The call ended and Annie promised to keep them posted on her movements, although at the moment she couldn’t envisage herself moving very far. She wondered what it was aboutthisaffair that had finally forced her out of impotence. The scene flashed before her in all its fleshy glory and she winced. That was why: there was knowing a thing and there was seeing a thing. Actually bearing witness to your husband cheating in full technicolour was like a sucker punch to the eyeballs; Ellie’s perfect pointy nipples were going to haunt her for the rest of her days. Annie pulled the duvet back over her head and went to sleep.

When she had once again exhausted the supply of tiny coffee sachets in the room, Annie went down to reception to ask for more and to book herself in for another four nights at the hotel.

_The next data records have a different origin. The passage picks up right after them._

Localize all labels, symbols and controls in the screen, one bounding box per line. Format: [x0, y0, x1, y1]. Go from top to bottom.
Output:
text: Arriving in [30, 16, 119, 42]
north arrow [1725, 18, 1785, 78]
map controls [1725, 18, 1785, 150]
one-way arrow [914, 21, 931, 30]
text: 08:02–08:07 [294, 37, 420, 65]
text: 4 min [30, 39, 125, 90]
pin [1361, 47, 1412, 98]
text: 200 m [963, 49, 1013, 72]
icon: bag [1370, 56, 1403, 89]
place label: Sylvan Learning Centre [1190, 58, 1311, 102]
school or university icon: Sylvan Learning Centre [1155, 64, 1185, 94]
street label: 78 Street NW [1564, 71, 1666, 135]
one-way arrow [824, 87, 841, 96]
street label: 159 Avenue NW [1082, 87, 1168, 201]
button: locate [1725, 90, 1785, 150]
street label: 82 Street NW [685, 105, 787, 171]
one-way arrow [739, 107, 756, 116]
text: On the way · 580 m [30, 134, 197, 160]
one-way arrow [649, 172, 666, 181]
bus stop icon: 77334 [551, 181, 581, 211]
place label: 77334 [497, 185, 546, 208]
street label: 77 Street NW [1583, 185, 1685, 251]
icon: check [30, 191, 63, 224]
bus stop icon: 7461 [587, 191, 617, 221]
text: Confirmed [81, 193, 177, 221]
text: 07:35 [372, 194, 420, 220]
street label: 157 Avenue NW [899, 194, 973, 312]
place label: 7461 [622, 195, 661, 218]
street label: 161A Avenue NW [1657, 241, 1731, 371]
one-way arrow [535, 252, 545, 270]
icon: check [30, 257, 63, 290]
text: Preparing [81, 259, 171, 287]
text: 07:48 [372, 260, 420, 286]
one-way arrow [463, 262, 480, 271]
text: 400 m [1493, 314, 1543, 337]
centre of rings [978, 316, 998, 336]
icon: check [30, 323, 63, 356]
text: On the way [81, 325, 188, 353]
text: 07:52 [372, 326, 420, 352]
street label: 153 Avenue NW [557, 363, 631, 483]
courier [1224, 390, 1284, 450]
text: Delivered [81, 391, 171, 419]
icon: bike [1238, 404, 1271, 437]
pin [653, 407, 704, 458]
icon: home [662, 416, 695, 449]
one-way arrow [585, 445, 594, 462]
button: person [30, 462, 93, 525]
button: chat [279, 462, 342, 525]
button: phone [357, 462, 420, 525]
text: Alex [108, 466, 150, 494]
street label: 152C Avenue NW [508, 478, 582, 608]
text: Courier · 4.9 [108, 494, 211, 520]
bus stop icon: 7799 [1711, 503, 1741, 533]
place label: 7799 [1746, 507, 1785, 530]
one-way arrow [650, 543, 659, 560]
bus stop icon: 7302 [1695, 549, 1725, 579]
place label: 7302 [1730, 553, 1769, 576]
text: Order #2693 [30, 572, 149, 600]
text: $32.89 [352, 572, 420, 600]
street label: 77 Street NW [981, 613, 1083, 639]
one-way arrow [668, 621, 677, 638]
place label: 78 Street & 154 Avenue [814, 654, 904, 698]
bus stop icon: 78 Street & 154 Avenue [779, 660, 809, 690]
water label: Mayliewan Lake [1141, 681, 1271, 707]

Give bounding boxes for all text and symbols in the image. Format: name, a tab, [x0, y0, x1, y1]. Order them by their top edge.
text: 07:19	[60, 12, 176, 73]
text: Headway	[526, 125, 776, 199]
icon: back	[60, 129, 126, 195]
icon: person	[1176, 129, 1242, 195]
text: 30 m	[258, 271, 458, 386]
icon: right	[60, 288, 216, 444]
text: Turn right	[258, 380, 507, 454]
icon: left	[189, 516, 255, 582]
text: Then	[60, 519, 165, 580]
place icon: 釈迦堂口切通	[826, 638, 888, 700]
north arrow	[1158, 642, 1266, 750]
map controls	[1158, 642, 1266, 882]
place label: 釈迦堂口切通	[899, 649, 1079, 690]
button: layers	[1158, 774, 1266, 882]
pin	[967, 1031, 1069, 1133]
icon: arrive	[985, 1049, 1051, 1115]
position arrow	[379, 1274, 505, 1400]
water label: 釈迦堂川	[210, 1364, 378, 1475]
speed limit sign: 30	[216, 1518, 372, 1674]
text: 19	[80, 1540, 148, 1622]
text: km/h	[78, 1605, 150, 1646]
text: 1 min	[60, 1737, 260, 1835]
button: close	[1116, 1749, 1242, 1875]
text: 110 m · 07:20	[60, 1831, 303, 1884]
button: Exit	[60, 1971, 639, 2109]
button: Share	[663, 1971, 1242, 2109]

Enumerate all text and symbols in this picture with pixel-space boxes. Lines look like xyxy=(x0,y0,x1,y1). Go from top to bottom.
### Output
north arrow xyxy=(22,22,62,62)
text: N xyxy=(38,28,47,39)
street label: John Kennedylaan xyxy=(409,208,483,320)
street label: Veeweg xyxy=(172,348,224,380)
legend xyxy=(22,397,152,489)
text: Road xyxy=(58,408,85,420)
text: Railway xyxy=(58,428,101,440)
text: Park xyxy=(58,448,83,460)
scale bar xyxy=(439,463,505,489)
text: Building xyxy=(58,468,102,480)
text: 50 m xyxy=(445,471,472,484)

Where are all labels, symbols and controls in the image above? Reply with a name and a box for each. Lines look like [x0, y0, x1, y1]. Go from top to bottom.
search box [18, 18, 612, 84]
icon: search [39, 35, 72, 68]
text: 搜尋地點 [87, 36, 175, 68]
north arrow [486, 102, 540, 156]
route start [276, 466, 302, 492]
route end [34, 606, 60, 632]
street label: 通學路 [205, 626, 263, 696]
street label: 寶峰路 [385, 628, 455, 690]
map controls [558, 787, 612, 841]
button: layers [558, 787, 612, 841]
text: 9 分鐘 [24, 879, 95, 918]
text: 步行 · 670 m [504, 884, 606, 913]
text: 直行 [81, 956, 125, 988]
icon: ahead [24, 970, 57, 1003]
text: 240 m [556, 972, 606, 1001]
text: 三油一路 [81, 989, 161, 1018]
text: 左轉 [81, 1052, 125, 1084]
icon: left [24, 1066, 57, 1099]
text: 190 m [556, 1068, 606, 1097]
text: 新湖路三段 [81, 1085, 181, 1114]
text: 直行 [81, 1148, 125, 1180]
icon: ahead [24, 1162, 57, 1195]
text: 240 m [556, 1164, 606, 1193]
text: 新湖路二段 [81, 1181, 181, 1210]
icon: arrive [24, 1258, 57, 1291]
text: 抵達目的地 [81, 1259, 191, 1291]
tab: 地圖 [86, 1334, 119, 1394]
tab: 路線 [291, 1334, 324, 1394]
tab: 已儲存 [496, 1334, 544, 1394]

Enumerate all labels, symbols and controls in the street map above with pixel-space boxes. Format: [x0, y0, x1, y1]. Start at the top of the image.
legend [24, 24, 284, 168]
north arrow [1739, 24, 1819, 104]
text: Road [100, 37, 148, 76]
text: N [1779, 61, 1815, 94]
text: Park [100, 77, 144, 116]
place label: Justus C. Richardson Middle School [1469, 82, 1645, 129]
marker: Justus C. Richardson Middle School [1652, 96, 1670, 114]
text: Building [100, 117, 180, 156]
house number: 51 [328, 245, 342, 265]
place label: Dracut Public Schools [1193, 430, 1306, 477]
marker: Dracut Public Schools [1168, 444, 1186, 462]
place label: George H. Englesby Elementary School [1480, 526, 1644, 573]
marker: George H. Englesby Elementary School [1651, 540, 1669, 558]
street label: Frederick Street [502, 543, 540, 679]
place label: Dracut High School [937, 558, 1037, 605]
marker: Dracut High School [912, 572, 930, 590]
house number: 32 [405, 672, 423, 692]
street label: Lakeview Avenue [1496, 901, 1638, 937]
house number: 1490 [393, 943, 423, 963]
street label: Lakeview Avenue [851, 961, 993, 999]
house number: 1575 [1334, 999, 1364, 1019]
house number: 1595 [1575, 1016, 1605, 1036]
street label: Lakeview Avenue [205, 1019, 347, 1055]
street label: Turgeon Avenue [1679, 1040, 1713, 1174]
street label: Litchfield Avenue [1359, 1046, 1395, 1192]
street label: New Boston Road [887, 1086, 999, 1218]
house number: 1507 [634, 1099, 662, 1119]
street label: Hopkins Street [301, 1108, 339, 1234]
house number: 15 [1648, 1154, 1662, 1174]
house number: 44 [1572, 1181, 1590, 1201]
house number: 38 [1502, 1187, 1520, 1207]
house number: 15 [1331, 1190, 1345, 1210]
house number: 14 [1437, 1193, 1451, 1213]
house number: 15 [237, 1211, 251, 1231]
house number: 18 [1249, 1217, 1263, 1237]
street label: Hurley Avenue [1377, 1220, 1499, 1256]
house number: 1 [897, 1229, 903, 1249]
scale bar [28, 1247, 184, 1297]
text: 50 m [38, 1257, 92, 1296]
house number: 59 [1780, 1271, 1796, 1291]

‘Um, do you have another card?’ asked the receptionist, her cheeks blotching pink.

‘Another card?’ asked Annie.

‘Yes. This one doesn’t appear to be working.’

The receptionist handed the business bank card back to Annie. Annie was flummoxed. She knew there was money in the account – quite a bit actually.

‘How odd,’ said Annie and she handed over the card to her and Max’s joint savings account.

The receptionist gave a hesitant little cough, her cheeks blotched darker.

‘This one doesn’t seem to be working either,’ she said, trying not to meet Annie’s gaze.

‘That doesn’t make any sense.’ Annie took the card back and looked it over as if there might be a clue in the shiny plastic. ‘I can’t understand it.’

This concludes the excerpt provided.